(Supplied data begins)
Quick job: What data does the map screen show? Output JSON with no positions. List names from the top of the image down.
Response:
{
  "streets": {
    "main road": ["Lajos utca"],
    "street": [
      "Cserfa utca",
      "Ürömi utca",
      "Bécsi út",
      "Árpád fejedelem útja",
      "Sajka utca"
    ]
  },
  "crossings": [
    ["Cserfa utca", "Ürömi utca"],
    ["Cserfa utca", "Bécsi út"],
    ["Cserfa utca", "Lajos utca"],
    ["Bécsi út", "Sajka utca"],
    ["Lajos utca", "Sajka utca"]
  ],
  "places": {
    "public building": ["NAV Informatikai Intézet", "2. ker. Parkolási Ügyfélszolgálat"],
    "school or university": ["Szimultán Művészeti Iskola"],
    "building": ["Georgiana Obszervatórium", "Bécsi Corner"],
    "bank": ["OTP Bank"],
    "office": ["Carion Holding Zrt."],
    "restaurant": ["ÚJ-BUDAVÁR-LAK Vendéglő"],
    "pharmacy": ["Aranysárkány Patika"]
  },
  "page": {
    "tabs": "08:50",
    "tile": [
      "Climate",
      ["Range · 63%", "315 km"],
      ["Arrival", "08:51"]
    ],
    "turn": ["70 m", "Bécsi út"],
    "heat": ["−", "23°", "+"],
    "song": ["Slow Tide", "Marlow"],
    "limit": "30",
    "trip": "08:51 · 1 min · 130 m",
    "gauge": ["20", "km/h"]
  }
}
(Supplied data ends)
Copy out each line of the records above that includes "utca".

▸ **Written response**
    "main road": ["Lajos utca"],
      "Cserfa utca",
      "Ürömi utca",
      "Sajka utca"
    ["Cserfa utca", "Ürömi utca"],
    ["Cserfa utca", "Bécsi út"],
    ["Cserfa utca", "Lajos utca"],
    ["Bécsi út", "Sajka utca"],
    ["Lajos utca", "Sajka utca"]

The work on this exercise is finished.